The sorted container types are implemented based on a couple observations. The first is that Python lists are fast, really fast. They have great characteristics for memory management and random access. The second is that bisect.insort is fast. This is somewhat counter-intuitive since it ultimately involves shifting a series of items in a list. But modern processors do this really well. A lot of time has been spent optimizing memcopy/memmove-like operations both in hardware and software.

But using only one list and bisect.insort would produce sluggish behavior for lengths exceeding ten thousand. So the implementation of SortedList uses a list of lists to store values. In this way, inserting or deleting is most often performed on a short list. Only rarely does a new list need to be added or deleted.

SortedList maintains three internal variables: _lists, _maxes, and _index. The first is simply the list of lists. Each element is a list containing items. The second contains the maximum value in each of the lists. This is used for fast binary-search. The last maintains a tree of pair-wise sums of the lengths of the lists.

Lists are kept balanced using the _load factor. If an internal list’s length
exceeds double the load then it is split in two. Likewise at half the load it is
combined with its neighbor. By default this factor is 1000 which seems to work
well for lengths up to ten million. Lengths above that are recommended a load
factor that is the square root of the average length (although you will probably
exhaust the memory of your machine before that point). Experimentation is also
recommended. A *load factor performance comparison* is
also provided.

Finding an element is a two step process. First the _maxes list is bisected which yields the index of a short sorted list. Then that list is bisected for the index of the element.

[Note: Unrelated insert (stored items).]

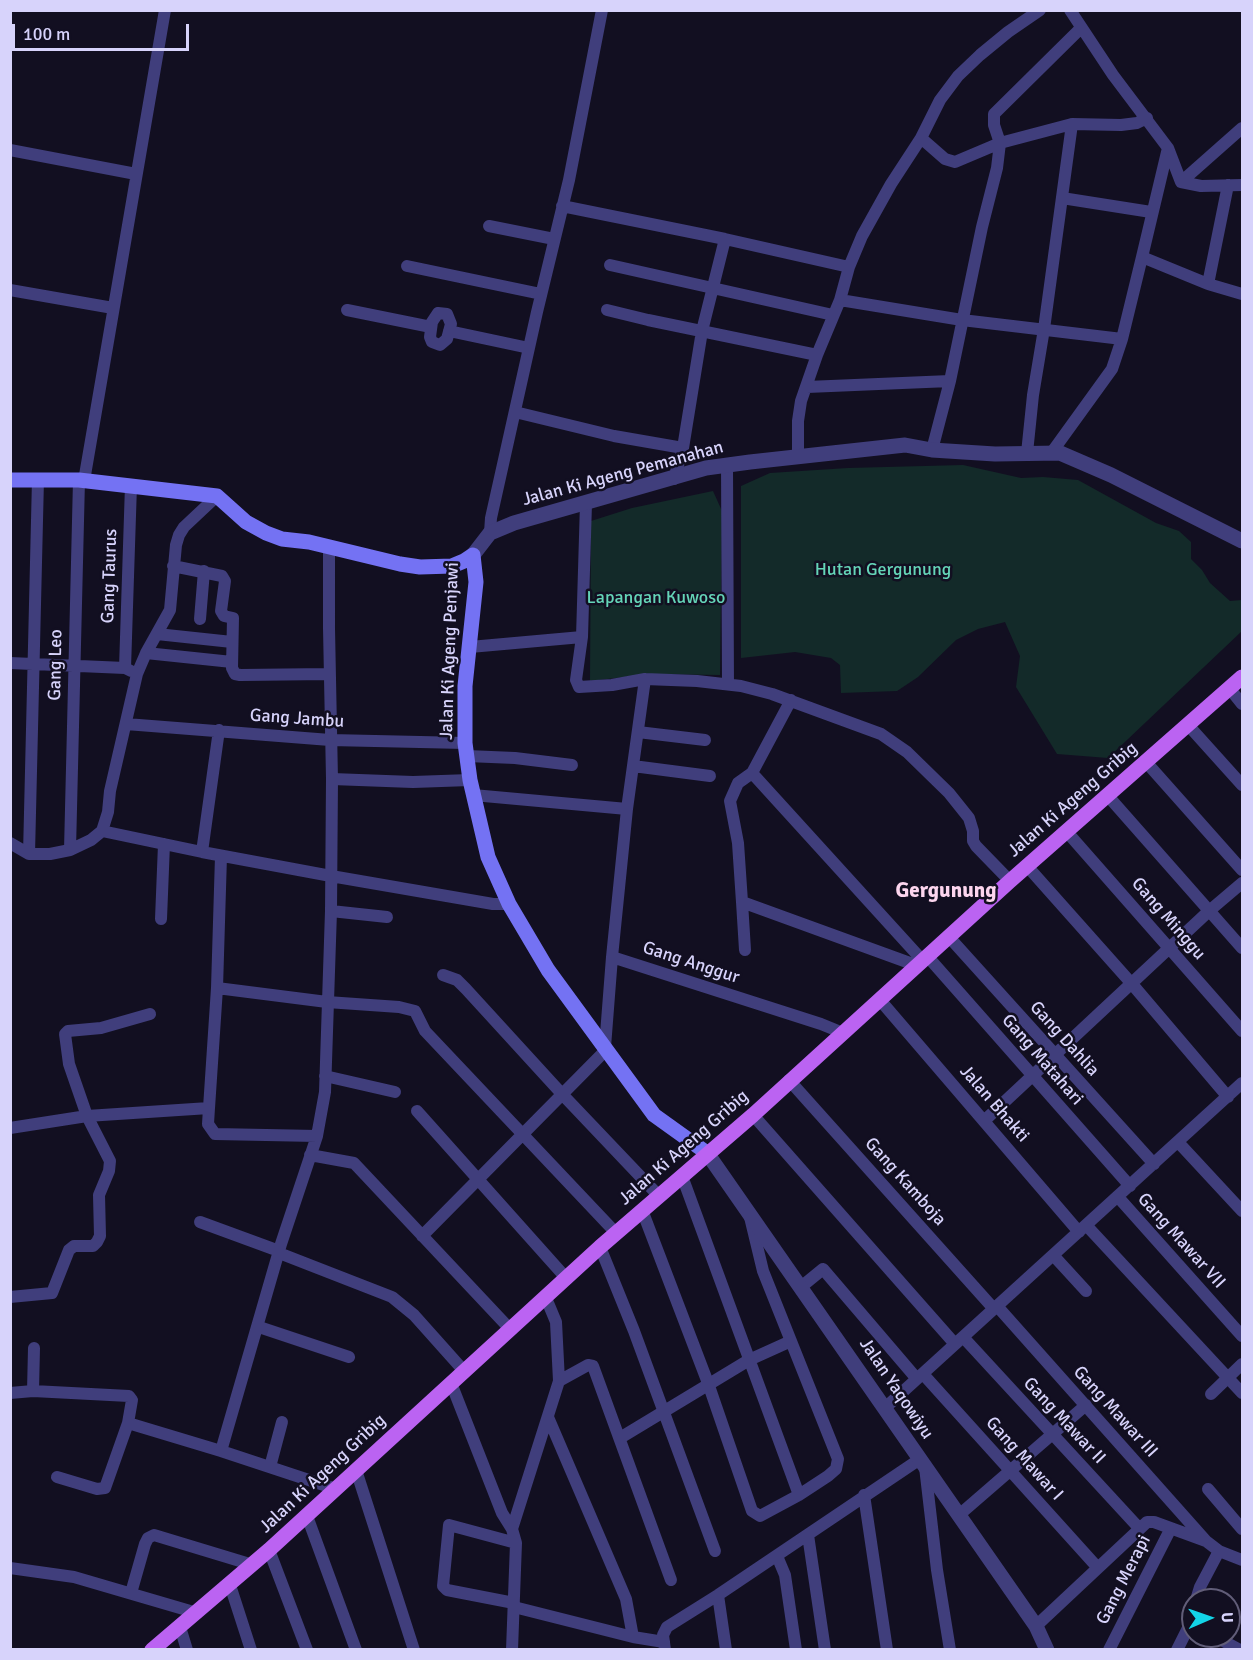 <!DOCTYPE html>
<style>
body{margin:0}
#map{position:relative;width:1253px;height:1660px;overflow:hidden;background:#120f21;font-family:Signika,sans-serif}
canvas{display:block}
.frame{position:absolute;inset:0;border:12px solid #d7d3fb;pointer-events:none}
.north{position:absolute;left:1181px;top:1588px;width:60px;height:60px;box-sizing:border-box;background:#120f21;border:2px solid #615d78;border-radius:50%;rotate:88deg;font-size:16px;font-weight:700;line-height:24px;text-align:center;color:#d7d3fb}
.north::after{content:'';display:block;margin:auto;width:21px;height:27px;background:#13d4e7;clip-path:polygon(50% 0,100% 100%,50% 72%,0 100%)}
.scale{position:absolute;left:12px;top:24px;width:177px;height:27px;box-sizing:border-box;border:3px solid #d7d3fb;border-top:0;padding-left:8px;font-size:18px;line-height:21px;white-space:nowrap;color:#d7d3fb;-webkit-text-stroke:4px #120f21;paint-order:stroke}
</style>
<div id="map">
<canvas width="1253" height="1660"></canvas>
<div class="frame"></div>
<div class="north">U</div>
<div class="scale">100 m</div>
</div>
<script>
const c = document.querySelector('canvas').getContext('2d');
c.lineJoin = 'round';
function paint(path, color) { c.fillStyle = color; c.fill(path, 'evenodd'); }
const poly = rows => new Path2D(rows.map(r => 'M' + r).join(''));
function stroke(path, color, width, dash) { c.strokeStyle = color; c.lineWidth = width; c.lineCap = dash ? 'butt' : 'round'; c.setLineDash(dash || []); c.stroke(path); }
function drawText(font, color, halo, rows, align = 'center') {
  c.font = font + ' Signika,sans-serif'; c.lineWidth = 5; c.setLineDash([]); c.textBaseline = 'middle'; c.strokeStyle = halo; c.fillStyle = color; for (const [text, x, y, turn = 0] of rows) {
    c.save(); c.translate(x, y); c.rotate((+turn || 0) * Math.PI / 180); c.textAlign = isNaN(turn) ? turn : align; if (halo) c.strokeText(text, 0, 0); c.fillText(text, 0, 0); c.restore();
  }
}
const green = poly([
 [963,465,1021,478,1043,477,1078,480,1156,523,1179,531,1191,542,1191,559,1202,570,1210,583,1230,601,1242,600,1242,631,1108,758,1057,754,1016,687,1020,656,1005,622,978,629,956,640,918,677,897,691,841,693,840,665,831,658,795,652,741,658,741,486,770,473,848,468],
 [713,491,722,511,720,675,650,674,590,681,591,521,632,508]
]);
const minor = poly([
 [1040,10,1008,32,980,55,958,76,940,100,921,138,945,159,955,162,1000,143,994,125,994,114,1081,28],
 [1070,10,1113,75,1168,148,1181,182,1201,186,1242,185],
 [1168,148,1142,257,1208,284],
 [10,150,136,174],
 [1181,182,1242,128],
 [1228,185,1208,284,1242,294],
 [1062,198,1151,212],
 [562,206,725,239,849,267,840,300,817,355,801,401,798,421,798,457],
 [489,226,554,239],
 [610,265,833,315],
 [407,266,541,294],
 [849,267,862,236,891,184,921,138],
 [10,290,113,308],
 [840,300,962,320,1122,339,1142,257],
 [347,310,431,327],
 [607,310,648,320,817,355],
 [438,313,447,314,451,324,447,339,440,345,432,342,430,337,432,322,438,313],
 [449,331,529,348],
 [807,387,950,381],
 [515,412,614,436,683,448],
 [932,450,950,381,982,227,997,168,1000,143,1072,124],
 [1052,452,1112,369,1122,339],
 [1027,453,1033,395,1044,329,1072,124,1121,125,1137,123,1147,118],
 [727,465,728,684],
 [674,479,683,448,702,331,725,239],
 [84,481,165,10],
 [586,503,582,637,576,680,579,687,612,685,645,679,697,681,741,686,772,694,881,734,907,752,949,793,969,818,973,831,973,841,976,846,1010,881],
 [490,533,491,518,537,312,569,180,602,10],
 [173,566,222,576,225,581,221,611,224,616,233,618,232,668,235,674,240,675,329,674],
 [200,619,204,571],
 [157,634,232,642],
 [470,647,582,637],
 [146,653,232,662],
 [10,663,125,668,131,671],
 [125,668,131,485],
 [1230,689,1242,704],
 [791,700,752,773,738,783,730,801,738,843,742,902,918,966],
 [126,724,330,740,465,743],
 [1188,725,1242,785],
 [638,732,705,740],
 [467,756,515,758,572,765],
 [1146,762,1242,870],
 [633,766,710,776],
 [752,773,923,961],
 [332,779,413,782,470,780],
 [473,795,627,809],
 [1108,796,1242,948],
 [102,831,202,852,331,876,493,904,509,904],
 [1067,832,1242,1031],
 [10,843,29,854,50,854,70,850,91,840,102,831,108,812,110,791,137,674,146,653,170,610,176,545,179,535,184,527,217,496],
 [70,850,79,480],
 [202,852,219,730],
 [29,854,38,479],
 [1027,866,1132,984,1228,1097],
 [742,902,745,950],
 [331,911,387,917],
 [161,919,164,844],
 [949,937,1154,1164],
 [612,957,627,809,645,679],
 [928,957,1130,1186],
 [443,975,457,980,466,989,562,1094,658,1195],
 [217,988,327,1002,399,1007,415,1011,425,1031,616,1233],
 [880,1000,1079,1232],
 [605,1047,612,957,821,1024,843,1033],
 [325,1076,395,1092],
 [789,1080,994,1309],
 [209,1108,217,988,221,856],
 [417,1111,567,1279],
 [753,1115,955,1344],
 [985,1120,1209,911,1242,883],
 [10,1128,87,1116,209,1108,208,1124,215,1134,317,1136],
 [1178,1142,1242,1211],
 [310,1155,354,1163,510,1329],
 [682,1176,799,1495],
 [1118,1197,1242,1336],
 [642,1210,708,1383,752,1511,760,1516,799,1495,828,1476,836,1469,838,1459,763,1271,750,1217],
 [200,1222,279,1251],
 [1086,1225,1242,1393],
 [422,1236,606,1050],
 [600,1247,634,1331,715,1551],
 [279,1253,392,1297,414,1315,464,1371],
 [1053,1255,1086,1291],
 [801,1287,823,1269,917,1379],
 [10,1297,52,1293,69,1250,74,1246,93,1246,97,1242,100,1236,99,1195,109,1171,110,1161,87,1116,69,1064,65,1034,68,1031,101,1028,150,1014],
 [997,1306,1206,1541],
 [259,1327,349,1357],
 [963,1337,1139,1528],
 [923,1374,1098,1568],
 [559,1381,588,1365,593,1366,671,1580],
 [451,1383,502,1513,512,1529],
 [33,1391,129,1396,132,1400,128,1423],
 [10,1393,33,1391,34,1348],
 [1211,1394,1242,1364],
 [886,1407,1242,1083],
 [548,1417,626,1599,633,1637],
 [620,1438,749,1360,791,1341],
 [221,1451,281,1244,317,1136,325,1092,331,911,332,779,329,628,329,547],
 [270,1467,282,1422],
 [925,1467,937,1570,950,1650],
 [356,1470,414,1650],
 [57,1477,97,1489,105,1488,128,1423,221,1451,336,1489],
 [1208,1489,1242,1529],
 [864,1495,887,1650],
 [959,1515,1086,1405],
 [307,1516,356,1650],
 [808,1535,825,1650],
 [269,1550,307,1650],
 [777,1556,785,1575,796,1650],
 [10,1568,74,1577,197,1613],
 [230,1585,251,1650],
 [131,1593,145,1544,148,1538,154,1535,253,1565],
 [718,1595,726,1650],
 [1196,1600,1200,1587,1219,1551],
 [514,1603,447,1590,443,1586,449,1525,516,1543],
 [514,1607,633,1637,664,1642],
 [1036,1626,1147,1522,1154,1522,1206,1541,1219,1551,1242,1560],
 [180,1627,187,1650],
 [1214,1636,1240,1650],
 [512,1650,516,1543,512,1529,559,1381,556,1322,546,1298],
 [665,1650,663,1635,667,1627,718,1595,920,1459],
 [1109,1650,1171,1528],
 [1177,1650,1193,1618]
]);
const tertiary = poly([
 [473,555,490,533,514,523,706,468,750,462,905,445,932,450,995,454,1060,453,1111,475,1242,541],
 [707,1153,1036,1626,1047,1650]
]);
const secondary = poly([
 [10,480,79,480,217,496,246,522,266,533,282,539,309,542,400,564,420,567,452,566,464,561,473,555,476,582,465,686,465,743,470,780,488,857,509,904,548,970,654,1115,707,1153]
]);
const primary = poly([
 [152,1650,269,1550,600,1247,753,1115,1010,881,1242,677]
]);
const streetNames = [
 ["Jalan Ki Ageng Pemanahan",623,474,-15],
 ["Gang Taurus",110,576,-88],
 ["Jalan Ki Ageng Penjawi",450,651,-88],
 ["Gang Leo",56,665,-89],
 ["Gang Jambu",297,719,4],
 ["Jalan Ki Ageng Gribig",1073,800,-41],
 ["Gang Minggu",1168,919,49],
 ["Gang Anggur",691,963,18],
 ["Gang Dahlia",1064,1039,48],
 ["Gang Matahari",1042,1060,49],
 ["Jalan Bhakti",994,1104,49],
 ["Jalan Ki Ageng Gribig",684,1148,-41],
 ["Gang Kamboja",905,1182,48],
 ["Gang Mawar VII",1181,1241,48],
 ["Jalan Yaqowiyu",896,1389,56],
 ["Gang Mawar III",1115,1412,48],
 ["Gang Mawar II",1064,1421,47],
 ["Gang Mawar I",1024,1459,48],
 ["Jalan Ki Ageng Gribig",323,1474,-43],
 ["Gang Merapi",1124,1580,-63]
];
const parkNames = [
 ["Hutan Gergunung",883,570],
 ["Lapangan Kuwoso",656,598]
];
const quarterNames = [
 ["Gergunung",946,891]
];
paint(green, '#132a29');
stroke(minor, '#403e7c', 12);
stroke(tertiary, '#403e7c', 15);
stroke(secondary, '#7472f3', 15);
stroke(primary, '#bb63f2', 15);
drawText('18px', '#d7d3fb', '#120f21', streetNames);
drawText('18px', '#65d5b8', '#120f21', parkNames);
drawText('bold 21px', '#fcd5ee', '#120f21', quarterNames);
</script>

Compared to tree-based implementations, using lists of lists has a few advantages based on memory usage.

1. Most insertion/deletion doesn’t require allocating or freeing memory. This can be a big win as it takes a lot of strain off the garbage collector and memory system.

2. Pointers to elements are packed densely. A traditional tree-based implementation would require two pointers (left/right) to child nodes. Arrays have no such overhead. This benefits the hardware’s memory architecture and better leverages caching.

3. The memory overhead per item is effectively a pointer to the item. Binary tree implementations must add at least two more pointers per item.

4. Iteration is extremely fast as indexing sequential elements is a strength of modern processors.

Traditional tree-based designs have better big-O notation but that ignores the realities of today’s software and hardware.

Indexing uses the _index list which operates as a tree of pair-wise sums of the lengths of the lists. The tree is maintained as a dense binary tree. It’s easiest to explain with an example. Suppose _lists contains sublists with these lengths (in this example, we assume the _load parameter is 4):

map(len, _lists) -> [3, 5, 4, 5, 6]

Given these lengths, the first row in the index is the pair-wise sums:

[8, 9, 6, 0]

We pad the first row with zeros to make its length a power of 2. The next rows of sums work similarly:

[15, 6] [21]

Then all the rows are concatenated in reverse order so that the index is finally:

[21, 15, 6, 8, 9, 6, 0, 3, 5, 4, 5, 6]

With this list, we can efficiently compute the index of an item in a sublist and, vice-versa, find an item given an index. Details of the algorithms to do so are contained in the docstring for SortedList._loc and SortedList._pos. Maintaining the position index in this way has several advantages:

- It’s easy to traverse to children/parent. The children of a position in the _index are at (pos * 2) + 1 and (pos * 2) + 2. The parent is at (pos - 1) // 2. We can even identify left/right-children easily. Each left-child is at an odd index and each right-child is at an even index.
- It’s not built unless needed. If no indexing occurs, the memory and time accounting for position is skipped.
- It’s fast to build. Calculating sums pair-wise and concatenating lists can all be done within C-routines in the Python interpreter.
- It’s space efficient. The whole index is no more than twice the size of the length of the _lists and contains only integers.
- It’s easy to update. Adding or removing an item involves incrementing or decrementing only log(len(_index)) items in the index. The only caveat to this is when a new sublist is created/deleted. In those scenarios the entire index is deleted and not rebuilt until needed.

The construction and maintainence of the index is unusual compared to other designs described in research. Whether the design is novel, I (Grant Jenks) do not know. I based the dense-tree structure on the efficiency of the heapq module in Python.

Each sorted container has a function named _check for verifying consistency. This function details the data-type invariants.